[[ INPUT DATA open ]]
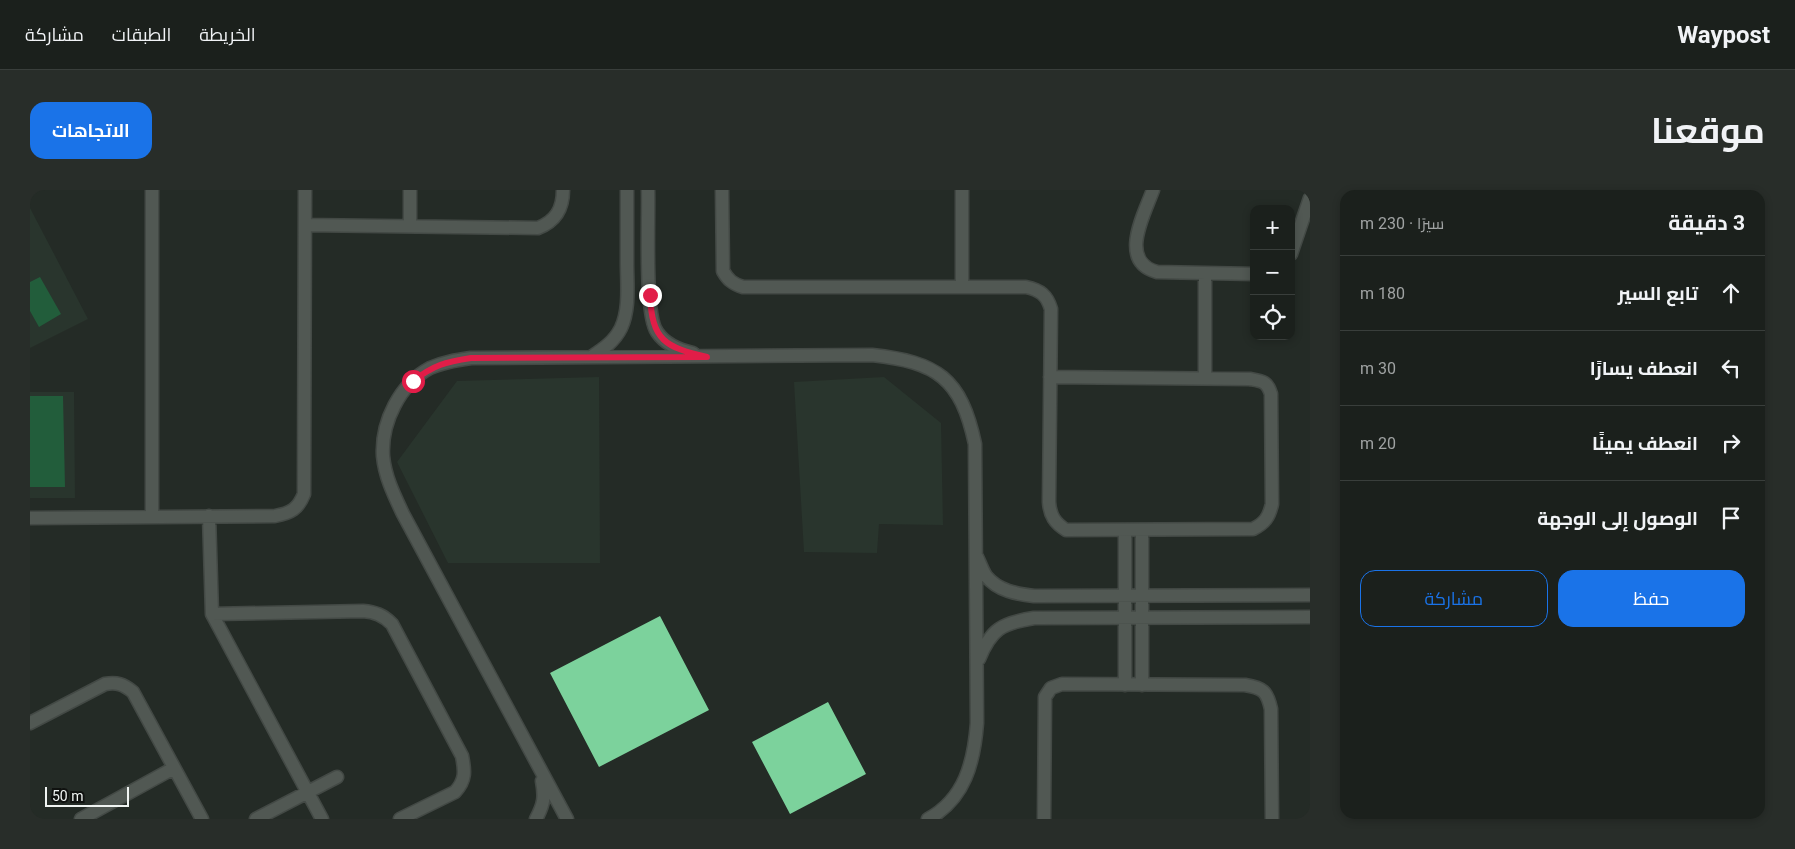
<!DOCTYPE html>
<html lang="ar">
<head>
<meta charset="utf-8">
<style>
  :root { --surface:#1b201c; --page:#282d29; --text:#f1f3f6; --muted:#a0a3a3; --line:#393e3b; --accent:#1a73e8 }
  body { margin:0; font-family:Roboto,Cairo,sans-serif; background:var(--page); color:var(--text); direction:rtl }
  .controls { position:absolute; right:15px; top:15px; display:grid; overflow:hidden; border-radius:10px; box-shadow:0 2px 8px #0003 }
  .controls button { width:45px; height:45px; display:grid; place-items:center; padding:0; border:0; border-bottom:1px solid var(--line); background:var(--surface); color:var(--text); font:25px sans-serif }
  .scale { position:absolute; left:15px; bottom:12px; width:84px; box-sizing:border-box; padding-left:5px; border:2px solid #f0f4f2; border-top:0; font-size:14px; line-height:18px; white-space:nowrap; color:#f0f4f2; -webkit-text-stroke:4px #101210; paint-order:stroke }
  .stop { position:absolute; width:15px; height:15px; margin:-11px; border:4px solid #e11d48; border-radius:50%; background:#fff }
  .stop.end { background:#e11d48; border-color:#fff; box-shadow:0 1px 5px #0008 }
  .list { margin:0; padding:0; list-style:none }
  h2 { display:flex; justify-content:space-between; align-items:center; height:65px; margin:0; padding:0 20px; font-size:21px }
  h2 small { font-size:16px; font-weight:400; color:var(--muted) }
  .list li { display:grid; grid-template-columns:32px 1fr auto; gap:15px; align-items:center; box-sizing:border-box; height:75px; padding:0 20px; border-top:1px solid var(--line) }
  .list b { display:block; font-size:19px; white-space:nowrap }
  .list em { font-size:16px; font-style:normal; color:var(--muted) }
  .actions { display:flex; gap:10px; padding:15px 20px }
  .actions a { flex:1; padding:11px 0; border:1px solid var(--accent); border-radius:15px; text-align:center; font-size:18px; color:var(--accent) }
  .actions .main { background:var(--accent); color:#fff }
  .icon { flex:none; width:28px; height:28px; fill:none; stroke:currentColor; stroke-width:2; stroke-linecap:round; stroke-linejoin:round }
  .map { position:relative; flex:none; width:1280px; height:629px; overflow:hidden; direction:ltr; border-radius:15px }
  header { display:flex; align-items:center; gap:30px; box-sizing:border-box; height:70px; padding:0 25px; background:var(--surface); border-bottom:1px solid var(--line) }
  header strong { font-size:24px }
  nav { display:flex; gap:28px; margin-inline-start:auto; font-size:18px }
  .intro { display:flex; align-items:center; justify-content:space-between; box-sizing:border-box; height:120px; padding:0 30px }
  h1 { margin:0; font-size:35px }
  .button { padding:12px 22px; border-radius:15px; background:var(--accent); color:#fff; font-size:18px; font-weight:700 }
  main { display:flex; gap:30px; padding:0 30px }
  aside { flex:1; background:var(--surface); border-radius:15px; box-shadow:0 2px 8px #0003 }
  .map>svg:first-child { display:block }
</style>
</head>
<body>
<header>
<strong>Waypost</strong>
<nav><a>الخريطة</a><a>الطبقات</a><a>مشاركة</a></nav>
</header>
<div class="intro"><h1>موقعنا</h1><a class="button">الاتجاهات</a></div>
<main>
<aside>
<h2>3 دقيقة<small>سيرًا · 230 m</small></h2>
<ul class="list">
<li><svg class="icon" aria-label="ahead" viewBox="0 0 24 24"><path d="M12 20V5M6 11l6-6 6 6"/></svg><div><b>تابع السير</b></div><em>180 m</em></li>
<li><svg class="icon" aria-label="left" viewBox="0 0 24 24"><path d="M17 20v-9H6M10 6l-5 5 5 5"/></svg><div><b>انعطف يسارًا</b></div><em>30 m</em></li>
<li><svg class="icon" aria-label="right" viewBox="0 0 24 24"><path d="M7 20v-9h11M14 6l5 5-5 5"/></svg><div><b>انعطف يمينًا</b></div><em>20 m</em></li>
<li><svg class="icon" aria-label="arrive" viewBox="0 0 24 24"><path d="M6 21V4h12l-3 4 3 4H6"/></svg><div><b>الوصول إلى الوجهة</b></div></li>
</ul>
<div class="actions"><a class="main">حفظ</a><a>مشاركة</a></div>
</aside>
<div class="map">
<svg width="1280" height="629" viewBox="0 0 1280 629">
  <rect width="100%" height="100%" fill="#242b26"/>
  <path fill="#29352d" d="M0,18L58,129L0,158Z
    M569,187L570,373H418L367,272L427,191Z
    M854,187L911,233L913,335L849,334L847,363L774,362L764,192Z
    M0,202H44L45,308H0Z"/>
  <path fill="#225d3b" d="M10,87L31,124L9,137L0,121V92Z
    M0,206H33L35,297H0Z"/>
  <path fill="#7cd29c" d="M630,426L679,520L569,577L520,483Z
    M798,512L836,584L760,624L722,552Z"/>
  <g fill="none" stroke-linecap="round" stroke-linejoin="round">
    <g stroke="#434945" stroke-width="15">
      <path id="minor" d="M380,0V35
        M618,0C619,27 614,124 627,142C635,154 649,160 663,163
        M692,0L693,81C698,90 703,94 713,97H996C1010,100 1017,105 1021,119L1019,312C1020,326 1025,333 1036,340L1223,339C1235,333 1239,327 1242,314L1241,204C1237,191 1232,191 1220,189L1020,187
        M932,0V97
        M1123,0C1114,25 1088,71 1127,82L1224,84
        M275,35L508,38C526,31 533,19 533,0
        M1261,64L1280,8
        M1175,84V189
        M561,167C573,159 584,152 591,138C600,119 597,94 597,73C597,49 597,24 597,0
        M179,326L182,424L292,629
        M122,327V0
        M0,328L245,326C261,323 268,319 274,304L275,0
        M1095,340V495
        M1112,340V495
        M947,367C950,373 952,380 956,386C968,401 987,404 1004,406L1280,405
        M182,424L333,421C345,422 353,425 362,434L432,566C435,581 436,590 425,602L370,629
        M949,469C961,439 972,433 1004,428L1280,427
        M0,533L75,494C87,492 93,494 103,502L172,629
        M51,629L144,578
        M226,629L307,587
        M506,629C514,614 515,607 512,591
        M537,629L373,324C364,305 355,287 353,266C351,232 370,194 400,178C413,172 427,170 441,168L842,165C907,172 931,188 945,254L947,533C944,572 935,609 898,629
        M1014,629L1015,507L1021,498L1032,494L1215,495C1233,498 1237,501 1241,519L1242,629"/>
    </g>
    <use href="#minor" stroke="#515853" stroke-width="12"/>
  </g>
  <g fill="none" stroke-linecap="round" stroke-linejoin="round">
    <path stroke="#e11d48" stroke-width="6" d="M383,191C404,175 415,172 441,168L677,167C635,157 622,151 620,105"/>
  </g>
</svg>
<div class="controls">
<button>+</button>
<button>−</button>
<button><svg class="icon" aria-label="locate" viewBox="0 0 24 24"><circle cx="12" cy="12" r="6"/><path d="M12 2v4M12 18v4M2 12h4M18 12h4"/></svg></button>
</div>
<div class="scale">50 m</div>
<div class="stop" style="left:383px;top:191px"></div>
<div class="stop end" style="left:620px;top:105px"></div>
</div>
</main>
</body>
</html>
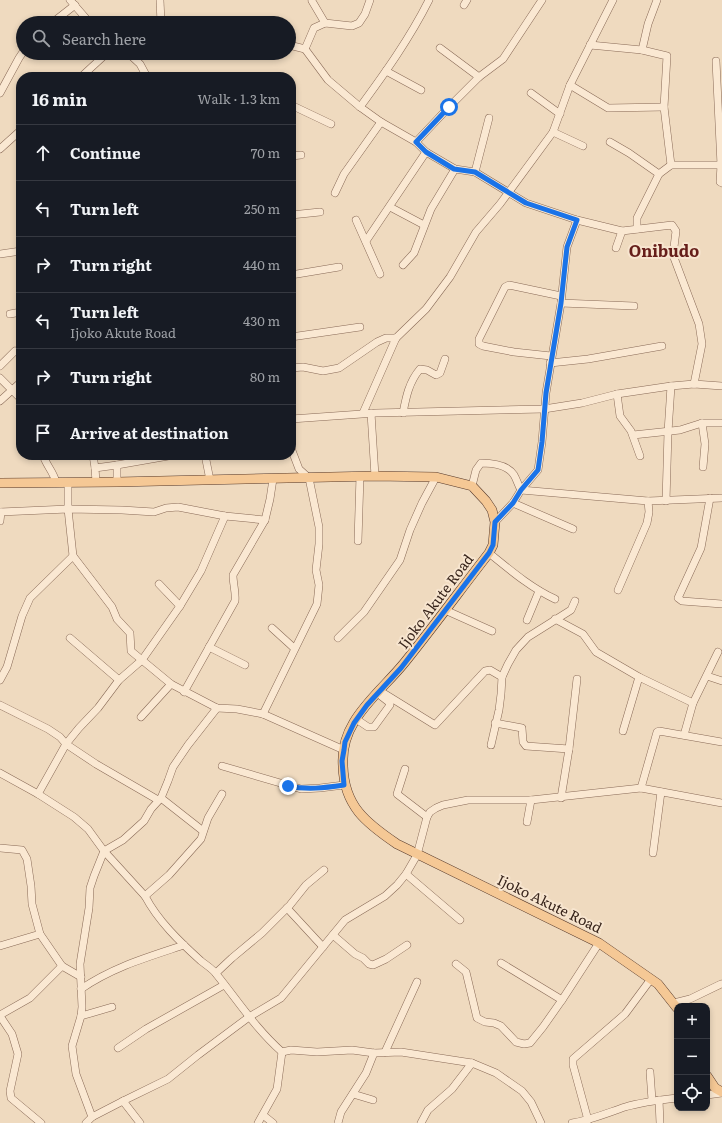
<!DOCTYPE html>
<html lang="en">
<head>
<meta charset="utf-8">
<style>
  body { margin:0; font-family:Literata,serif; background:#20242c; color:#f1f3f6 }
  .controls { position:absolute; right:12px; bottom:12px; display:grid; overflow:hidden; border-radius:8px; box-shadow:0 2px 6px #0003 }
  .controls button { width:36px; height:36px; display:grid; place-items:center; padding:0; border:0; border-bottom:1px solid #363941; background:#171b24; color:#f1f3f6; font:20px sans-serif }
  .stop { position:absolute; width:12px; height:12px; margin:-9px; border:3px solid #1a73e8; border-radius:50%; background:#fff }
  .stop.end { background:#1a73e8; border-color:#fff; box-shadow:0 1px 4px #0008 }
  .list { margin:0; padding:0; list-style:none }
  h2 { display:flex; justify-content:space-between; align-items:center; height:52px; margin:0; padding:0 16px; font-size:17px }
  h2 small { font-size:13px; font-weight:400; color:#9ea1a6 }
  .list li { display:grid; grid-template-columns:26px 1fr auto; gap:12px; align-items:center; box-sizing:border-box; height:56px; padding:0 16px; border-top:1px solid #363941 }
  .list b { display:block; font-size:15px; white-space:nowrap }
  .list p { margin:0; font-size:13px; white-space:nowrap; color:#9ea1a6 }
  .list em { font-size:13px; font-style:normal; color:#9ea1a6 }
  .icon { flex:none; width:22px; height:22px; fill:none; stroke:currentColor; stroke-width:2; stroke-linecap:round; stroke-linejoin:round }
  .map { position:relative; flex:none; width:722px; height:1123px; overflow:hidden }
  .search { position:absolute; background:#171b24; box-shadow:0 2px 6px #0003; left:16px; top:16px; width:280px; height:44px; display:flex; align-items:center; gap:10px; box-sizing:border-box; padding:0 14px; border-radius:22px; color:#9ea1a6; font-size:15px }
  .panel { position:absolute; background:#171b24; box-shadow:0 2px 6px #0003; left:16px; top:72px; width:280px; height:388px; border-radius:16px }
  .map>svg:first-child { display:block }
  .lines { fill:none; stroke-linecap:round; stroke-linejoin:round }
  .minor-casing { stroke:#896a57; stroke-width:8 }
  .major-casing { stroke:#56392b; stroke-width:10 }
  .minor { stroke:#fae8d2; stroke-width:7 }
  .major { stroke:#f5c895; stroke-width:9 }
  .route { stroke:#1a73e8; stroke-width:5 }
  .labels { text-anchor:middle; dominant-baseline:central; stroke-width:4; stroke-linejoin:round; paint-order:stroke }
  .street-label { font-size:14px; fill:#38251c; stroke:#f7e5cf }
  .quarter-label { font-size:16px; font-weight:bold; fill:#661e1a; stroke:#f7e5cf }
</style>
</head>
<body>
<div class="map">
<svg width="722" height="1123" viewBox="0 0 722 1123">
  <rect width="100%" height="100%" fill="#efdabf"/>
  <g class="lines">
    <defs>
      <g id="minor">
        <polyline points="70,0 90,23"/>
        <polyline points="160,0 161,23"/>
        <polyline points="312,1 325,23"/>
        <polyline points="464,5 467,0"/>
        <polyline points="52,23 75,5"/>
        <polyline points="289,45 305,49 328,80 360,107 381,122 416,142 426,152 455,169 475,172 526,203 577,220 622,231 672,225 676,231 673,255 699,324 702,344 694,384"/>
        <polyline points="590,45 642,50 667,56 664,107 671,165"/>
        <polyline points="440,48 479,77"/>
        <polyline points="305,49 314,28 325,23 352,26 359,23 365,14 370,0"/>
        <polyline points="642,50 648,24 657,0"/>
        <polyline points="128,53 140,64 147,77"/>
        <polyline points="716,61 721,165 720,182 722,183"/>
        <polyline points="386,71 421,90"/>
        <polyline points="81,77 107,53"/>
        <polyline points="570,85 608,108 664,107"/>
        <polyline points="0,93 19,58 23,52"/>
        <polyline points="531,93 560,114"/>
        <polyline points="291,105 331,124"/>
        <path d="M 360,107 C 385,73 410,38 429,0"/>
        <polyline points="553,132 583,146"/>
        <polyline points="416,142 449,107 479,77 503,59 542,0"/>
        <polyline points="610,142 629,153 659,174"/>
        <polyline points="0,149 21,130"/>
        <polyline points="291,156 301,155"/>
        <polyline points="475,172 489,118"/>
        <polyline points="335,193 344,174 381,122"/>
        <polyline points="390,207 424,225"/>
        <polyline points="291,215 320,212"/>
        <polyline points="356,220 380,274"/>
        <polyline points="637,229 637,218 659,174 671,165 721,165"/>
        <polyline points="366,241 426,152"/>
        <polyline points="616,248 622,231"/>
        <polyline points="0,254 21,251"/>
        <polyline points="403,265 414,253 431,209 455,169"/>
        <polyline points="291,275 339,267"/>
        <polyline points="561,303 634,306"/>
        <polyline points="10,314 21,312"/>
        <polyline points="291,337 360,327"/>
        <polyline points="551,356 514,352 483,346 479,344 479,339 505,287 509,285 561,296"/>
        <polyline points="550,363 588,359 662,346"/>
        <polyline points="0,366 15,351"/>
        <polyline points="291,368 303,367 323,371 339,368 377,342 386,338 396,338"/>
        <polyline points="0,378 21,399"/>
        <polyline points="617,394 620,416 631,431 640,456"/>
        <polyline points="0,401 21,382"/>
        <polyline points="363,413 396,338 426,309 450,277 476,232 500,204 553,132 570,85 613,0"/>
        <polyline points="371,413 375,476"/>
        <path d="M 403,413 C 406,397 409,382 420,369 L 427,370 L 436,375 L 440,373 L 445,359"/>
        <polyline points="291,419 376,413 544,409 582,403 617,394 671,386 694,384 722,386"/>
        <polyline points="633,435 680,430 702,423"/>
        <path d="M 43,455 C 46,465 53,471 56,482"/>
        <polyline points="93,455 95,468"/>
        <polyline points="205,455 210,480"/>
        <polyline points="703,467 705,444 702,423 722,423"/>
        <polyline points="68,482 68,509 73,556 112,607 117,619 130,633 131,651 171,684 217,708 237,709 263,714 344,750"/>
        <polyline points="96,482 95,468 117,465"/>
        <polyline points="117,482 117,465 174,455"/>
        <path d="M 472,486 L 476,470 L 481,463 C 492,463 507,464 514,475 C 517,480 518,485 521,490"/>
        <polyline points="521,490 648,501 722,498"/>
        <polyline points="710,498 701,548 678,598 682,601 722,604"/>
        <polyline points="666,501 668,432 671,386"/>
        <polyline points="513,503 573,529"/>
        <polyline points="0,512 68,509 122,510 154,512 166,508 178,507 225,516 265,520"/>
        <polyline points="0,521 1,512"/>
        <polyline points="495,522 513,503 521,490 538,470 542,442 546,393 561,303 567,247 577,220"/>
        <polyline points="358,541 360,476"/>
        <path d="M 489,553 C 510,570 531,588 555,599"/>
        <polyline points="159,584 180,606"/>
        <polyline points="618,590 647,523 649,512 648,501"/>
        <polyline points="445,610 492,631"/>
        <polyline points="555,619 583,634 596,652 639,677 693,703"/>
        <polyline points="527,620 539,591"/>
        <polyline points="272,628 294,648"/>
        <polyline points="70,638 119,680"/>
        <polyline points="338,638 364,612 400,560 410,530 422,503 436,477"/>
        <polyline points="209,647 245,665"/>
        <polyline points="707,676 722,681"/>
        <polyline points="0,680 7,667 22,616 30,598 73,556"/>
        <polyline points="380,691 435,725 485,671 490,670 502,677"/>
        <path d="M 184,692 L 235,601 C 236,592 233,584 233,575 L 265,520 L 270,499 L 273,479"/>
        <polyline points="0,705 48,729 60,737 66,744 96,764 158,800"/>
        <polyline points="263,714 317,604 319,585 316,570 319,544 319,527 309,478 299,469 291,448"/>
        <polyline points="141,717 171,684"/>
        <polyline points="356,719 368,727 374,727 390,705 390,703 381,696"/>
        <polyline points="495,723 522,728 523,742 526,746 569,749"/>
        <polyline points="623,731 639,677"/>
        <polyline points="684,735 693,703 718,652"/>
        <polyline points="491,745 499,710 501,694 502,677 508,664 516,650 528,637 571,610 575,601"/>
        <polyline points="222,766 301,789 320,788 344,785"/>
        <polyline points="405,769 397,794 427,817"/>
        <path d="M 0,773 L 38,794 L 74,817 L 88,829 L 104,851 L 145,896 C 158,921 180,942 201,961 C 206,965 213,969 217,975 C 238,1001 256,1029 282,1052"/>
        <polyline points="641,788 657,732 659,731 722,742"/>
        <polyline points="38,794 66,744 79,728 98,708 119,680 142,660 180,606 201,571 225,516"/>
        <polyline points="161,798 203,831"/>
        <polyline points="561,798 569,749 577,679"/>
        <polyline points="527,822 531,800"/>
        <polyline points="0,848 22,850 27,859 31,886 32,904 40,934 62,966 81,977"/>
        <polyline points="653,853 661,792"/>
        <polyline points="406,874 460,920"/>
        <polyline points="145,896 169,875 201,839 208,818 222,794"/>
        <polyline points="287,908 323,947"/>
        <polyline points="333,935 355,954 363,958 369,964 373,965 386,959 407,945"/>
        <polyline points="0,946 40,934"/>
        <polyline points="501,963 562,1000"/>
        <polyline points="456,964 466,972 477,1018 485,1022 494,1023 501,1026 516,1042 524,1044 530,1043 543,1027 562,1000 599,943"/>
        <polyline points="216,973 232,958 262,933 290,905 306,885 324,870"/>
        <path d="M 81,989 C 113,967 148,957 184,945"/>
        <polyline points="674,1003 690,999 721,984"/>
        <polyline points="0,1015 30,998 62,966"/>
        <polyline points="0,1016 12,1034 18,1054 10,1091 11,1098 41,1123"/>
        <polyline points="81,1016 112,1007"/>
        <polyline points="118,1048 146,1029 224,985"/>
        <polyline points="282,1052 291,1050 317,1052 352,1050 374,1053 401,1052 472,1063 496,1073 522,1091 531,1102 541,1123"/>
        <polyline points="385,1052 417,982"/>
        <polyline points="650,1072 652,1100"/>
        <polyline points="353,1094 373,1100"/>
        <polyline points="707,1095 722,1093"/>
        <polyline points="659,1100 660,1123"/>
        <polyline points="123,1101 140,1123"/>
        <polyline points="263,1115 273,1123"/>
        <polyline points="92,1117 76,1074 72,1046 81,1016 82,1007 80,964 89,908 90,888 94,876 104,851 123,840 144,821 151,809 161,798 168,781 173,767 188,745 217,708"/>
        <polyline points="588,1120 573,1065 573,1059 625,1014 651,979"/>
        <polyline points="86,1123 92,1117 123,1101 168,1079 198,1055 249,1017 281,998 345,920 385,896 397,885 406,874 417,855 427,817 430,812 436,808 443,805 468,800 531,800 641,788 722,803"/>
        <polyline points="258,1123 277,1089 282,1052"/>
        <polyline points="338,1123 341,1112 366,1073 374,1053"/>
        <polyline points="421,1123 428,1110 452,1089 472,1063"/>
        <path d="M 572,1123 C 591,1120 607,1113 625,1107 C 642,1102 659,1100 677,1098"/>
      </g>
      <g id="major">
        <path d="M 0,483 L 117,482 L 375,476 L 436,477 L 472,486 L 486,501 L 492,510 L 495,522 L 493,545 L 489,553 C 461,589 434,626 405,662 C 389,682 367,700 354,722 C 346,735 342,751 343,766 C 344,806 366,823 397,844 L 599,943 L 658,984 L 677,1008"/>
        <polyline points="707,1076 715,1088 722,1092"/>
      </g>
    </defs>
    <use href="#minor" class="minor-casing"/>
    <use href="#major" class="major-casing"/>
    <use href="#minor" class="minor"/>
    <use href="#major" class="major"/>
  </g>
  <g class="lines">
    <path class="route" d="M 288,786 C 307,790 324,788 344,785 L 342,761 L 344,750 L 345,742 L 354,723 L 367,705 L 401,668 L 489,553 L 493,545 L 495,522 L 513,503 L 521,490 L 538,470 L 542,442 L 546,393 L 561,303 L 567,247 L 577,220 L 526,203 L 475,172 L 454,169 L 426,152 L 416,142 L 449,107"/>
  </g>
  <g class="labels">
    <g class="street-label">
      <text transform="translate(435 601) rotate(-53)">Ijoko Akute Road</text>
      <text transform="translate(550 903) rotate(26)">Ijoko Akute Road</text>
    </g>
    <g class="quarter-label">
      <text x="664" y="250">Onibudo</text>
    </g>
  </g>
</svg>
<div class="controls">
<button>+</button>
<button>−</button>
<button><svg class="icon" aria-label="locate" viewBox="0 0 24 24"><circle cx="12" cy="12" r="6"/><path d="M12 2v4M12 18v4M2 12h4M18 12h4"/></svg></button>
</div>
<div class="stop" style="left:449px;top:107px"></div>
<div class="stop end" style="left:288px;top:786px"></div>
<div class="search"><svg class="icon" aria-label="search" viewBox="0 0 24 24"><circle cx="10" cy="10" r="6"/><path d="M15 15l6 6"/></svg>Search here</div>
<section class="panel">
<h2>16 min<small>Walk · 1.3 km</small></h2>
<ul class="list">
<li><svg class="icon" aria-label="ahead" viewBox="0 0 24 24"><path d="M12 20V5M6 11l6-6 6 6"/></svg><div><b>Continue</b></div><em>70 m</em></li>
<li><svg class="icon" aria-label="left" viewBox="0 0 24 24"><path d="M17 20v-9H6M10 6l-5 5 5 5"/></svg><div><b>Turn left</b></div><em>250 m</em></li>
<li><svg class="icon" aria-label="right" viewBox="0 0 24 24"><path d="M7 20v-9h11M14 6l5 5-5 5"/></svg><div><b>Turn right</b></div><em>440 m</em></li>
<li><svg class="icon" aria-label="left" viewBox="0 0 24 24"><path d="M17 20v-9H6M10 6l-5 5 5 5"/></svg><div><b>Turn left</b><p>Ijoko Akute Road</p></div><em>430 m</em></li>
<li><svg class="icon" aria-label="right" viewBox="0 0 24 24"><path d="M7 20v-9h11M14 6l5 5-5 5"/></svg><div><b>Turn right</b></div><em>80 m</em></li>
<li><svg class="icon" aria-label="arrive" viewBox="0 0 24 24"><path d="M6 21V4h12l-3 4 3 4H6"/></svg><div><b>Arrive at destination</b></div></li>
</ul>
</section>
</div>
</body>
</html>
[[ INPUT DATA closed ]]
• **TASK DIRECTIONS**:
Retype the records above word for word, from their first line through the line containing "width:45px; height:45px; display:grid;", and leave out every picture.

• **SOLUTION TO THE EXERCISE**:
<!DOCTYPE html>
<html lang="ar">
<head>
<meta charset="utf-8">
<style>
  :root { --surface:#1b201c; --page:#282d29; --text:#f1f3f6; --muted:#a0a3a3; --line:#393e3b; --accent:#1a73e8 }
  body { margin:0; font-family:Roboto,Cairo,sans-serif; background:var(--page); color:var(--text); direction:rtl }
  .controls { position:absolute; right:15px; top:15px; display:grid; overflow:hidden; border-radius:10px; box-shadow:0 2px 8px #0003 }
  .controls button { width:45px; height:45px; display:grid; place-items:center; padding:0; border:0; border-bottom:1px solid var(--line); background:var(--surface); color:var(--text); font:25px sans-serif }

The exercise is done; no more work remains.